Return exactly the listing's lines, from its first line to the line holding "Quick job: Dump", ends included.

DATA RECORDS:
....
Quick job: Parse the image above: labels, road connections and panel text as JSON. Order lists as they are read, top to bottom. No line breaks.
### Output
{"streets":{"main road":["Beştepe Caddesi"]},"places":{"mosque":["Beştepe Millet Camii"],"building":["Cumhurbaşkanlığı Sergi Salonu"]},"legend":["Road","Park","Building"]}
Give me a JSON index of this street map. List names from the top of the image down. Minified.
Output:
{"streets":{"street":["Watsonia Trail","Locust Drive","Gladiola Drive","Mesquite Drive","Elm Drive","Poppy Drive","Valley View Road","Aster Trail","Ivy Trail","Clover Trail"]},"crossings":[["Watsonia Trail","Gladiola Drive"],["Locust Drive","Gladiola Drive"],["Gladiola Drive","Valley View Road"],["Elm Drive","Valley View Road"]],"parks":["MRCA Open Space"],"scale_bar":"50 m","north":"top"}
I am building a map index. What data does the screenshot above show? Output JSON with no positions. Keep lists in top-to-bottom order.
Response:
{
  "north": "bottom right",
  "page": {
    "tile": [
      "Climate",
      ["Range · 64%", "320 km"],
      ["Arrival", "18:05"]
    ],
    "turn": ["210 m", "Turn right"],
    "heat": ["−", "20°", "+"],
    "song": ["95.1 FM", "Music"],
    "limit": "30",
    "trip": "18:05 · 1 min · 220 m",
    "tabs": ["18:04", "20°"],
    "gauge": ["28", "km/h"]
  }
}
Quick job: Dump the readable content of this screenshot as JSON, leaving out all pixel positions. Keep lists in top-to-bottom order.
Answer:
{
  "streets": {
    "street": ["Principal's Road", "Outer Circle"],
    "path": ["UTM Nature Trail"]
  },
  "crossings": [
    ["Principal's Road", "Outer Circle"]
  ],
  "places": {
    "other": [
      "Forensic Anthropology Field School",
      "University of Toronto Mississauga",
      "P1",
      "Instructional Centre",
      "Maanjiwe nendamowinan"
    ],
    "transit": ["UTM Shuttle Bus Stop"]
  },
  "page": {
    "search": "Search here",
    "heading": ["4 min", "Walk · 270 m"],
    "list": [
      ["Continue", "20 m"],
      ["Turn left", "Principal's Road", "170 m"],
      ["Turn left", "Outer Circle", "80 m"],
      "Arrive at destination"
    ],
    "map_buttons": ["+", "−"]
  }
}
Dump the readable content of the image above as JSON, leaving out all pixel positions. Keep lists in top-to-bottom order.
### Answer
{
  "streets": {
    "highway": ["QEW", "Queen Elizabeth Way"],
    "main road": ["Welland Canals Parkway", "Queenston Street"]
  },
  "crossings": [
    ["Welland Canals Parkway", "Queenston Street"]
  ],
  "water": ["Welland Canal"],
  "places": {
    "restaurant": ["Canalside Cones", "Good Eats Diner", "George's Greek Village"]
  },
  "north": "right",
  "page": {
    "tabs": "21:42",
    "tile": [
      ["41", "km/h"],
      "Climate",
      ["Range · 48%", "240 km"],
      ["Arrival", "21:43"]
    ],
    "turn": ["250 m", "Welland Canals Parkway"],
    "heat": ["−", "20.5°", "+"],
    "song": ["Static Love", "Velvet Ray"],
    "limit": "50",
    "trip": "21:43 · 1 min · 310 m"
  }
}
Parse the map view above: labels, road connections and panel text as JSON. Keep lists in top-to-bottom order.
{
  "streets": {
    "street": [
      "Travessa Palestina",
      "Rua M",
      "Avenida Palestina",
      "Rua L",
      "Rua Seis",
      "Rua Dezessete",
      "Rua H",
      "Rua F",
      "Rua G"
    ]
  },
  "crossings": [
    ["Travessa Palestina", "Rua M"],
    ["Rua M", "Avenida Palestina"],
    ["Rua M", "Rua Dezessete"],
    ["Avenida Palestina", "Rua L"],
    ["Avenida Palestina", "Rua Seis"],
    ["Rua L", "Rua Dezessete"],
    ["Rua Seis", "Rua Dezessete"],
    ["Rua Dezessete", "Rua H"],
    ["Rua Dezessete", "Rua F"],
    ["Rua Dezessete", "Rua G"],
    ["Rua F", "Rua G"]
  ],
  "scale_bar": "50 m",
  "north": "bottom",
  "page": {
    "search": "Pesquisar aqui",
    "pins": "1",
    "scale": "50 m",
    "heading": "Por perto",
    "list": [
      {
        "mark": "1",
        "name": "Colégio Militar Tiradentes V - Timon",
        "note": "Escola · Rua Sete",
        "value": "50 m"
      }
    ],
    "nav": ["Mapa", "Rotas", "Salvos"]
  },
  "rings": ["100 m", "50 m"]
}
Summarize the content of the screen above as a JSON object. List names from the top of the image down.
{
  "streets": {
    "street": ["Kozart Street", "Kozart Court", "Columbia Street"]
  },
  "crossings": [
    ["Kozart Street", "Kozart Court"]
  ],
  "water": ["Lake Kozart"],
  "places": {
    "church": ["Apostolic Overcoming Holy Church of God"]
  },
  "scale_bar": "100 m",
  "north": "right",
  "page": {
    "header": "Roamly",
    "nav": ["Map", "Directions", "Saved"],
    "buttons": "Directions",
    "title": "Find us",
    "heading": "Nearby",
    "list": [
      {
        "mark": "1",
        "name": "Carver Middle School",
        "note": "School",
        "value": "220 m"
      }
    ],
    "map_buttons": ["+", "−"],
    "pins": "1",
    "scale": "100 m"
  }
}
....
RESPONSE BOX:
Quick job: Parse the image above: labels, road connections and panel text as JSON. Order lists as they are read, top to bottom. No line breaks.
### Output
{"streets":{"main road":["Beştepe Caddesi"]},"places":{"mosque":["Beştepe Millet Camii"],"building":["Cumhurbaşkanlığı Sergi Salonu"]},"legend":["Road","Park","Building"]}
Give me a JSON index of this street map. List names from the top of the image down. Minified.
Output:
{"streets":{"street":["Watsonia Trail","Locust Drive","Gladiola Drive","Mesquite Drive","Elm Drive","Poppy Drive","Valley View Road","Aster Trail","Ivy Trail","Clover Trail"]},"crossings":[["Watsonia Trail","Gladiola Drive"],["Locust Drive","Gladiola Drive"],["Gladiola Drive","Valley View Road"],["Elm Drive","Valley View Road"]],"parks":["MRCA Open Space"],"scale_bar":"50 m","north":"top"}
I am building a map index. What data does the screenshot above show? Output JSON with no positions. Keep lists in top-to-bottom order.
Response:
{
  "north": "bottom right",
  "page": {
    "tile": [
      "Climate",
      ["Range · 64%", "320 km"],
      ["Arrival", "18:05"]
    ],
    "turn": ["210 m", "Turn right"],
    "heat": ["−", "20°", "+"],
    "song": ["95.1 FM", "Music"],
    "limit": "30",
    "trip": "18:05 · 1 min · 220 m",
    "tabs": ["18:04", "20°"],
    "gauge": ["28", "km/h"]
  }
}
Quick job: Dump the readable content of this screenshot as JSON, leaving out all pixel positions. Keep lists in top-to-bottom order.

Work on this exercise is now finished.